— WORKING DATA —
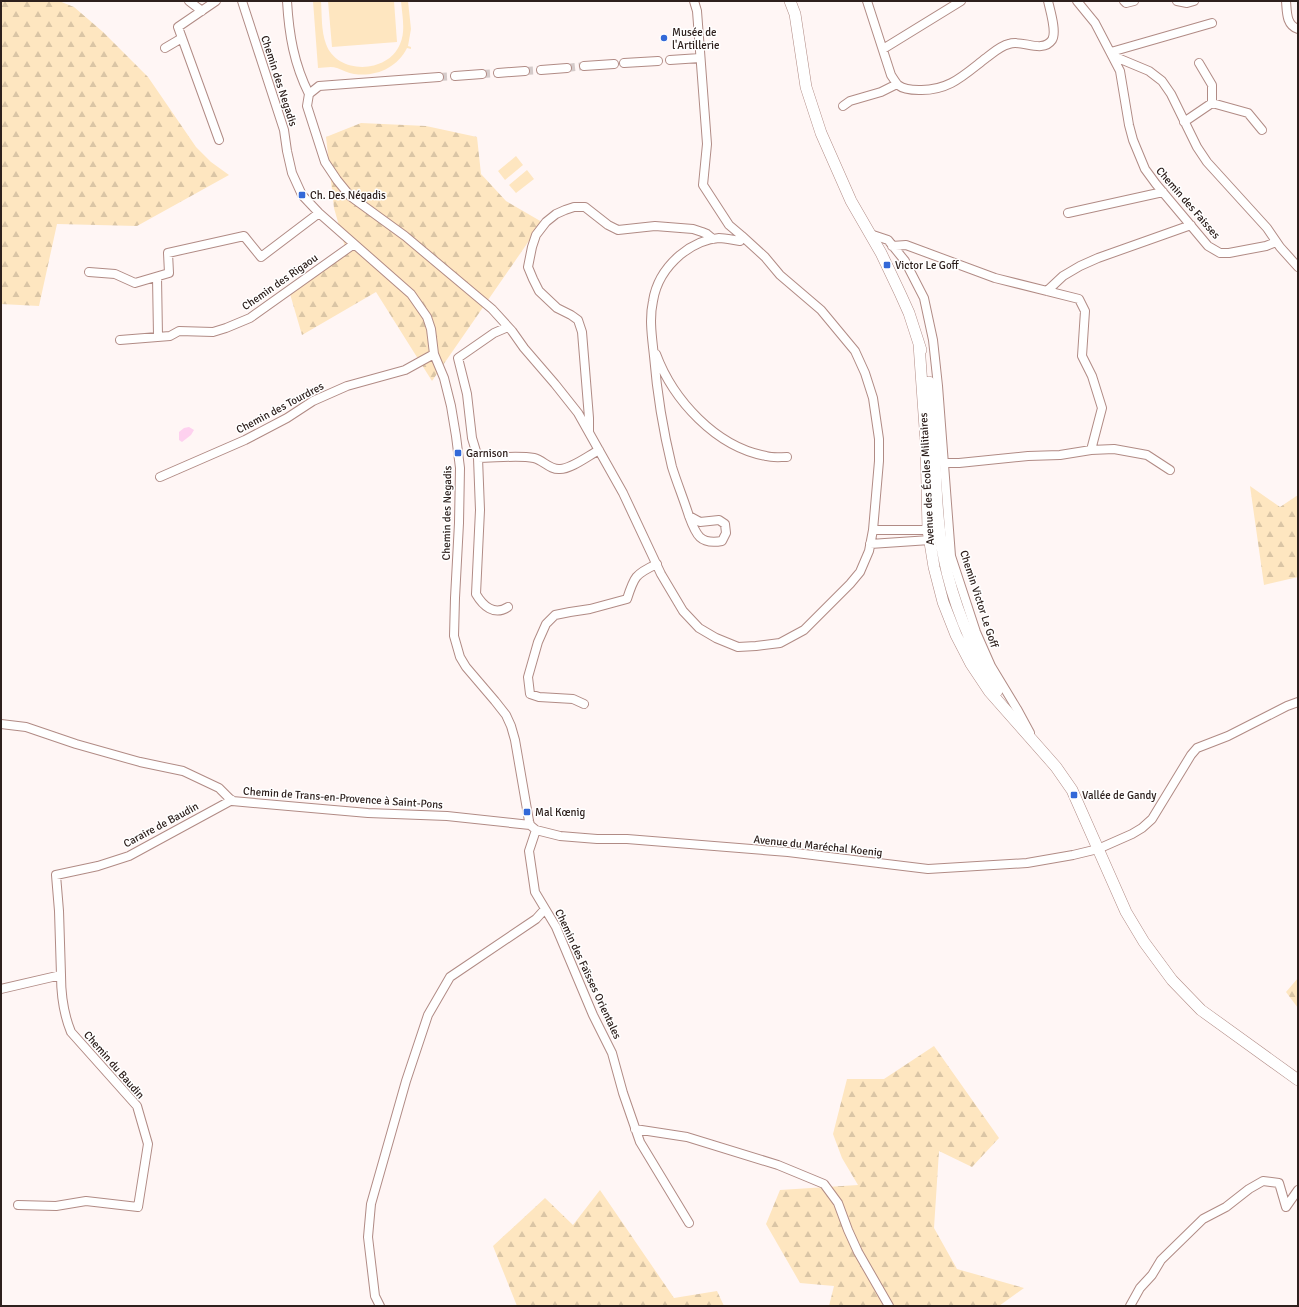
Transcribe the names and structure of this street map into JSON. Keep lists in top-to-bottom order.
{
  "streets": {
    "street": [
      "Chemin des Negadis",
      "Chemin des Faisses",
      "Chemin des Rigaou",
      "Chemin des Tourdres",
      "Avenue des Écoles Militaires",
      "Chemin Victor Le Goff",
      "Chemin de Trans-en-Provence à Saint-Pons",
      "Caraire de Baudin",
      "Avenue du Maréchal Koenig",
      "Chemin des Faïsses Orientales",
      "Chemin du Baudin"
    ]
  },
  "crossings": [
    ["Chemin des Negadis", "Chemin des Rigaou"],
    ["Chemin des Negadis", "Chemin des Tourdres"],
    ["Chemin des Negadis", "Chemin de Trans-en-Provence à Saint-Pons"],
    ["Chemin des Negadis", "Avenue du Maréchal Koenig"],
    ["Chemin des Negadis", "Chemin des Faïsses Orientales"],
    ["Avenue des Écoles Militaires", "Chemin Victor Le Goff"],
    ["Avenue des Écoles Militaires", "Avenue du Maréchal Koenig"],
    ["Chemin de Trans-en-Provence à Saint-Pons", "Caraire de Baudin"],
    ["Chemin de Trans-en-Provence à Saint-Pons", "Avenue du Maréchal Koenig"],
    ["Chemin de Trans-en-Provence à Saint-Pons", "Chemin des Faïsses Orientales"],
    ["Caraire de Baudin", "Chemin du Baudin"],
    ["Avenue du Maréchal Koenig", "Chemin des Faïsses Orientales"]
  ],
  "places": {
    "other": ["Musée de l'Artillerie"],
    "transit": [
      "Ch. Des Négadis",
      "Victor Le Goff",
      "Garnison",
      "Vallée de Gandy",
      "Mal Kœnig"
    ]
  }
}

— EXERCISE OBJECTIVE —
Scan the material above for the string "Pons" and return the lines that hold it.

— TASK OUTPUT —
      "Chemin de Trans-en-Provence à Saint-Pons",
    ["Chemin des Negadis", "Chemin de Trans-en-Provence à Saint-Pons"],
    ["Chemin de Trans-en-Provence à Saint-Pons", "Caraire de Baudin"],
    ["Chemin de Trans-en-Provence à Saint-Pons", "Avenue du Maréchal Koenig"],
    ["Chemin de Trans-en-Provence à Saint-Pons", "Chemin des Faïsses Orientales"],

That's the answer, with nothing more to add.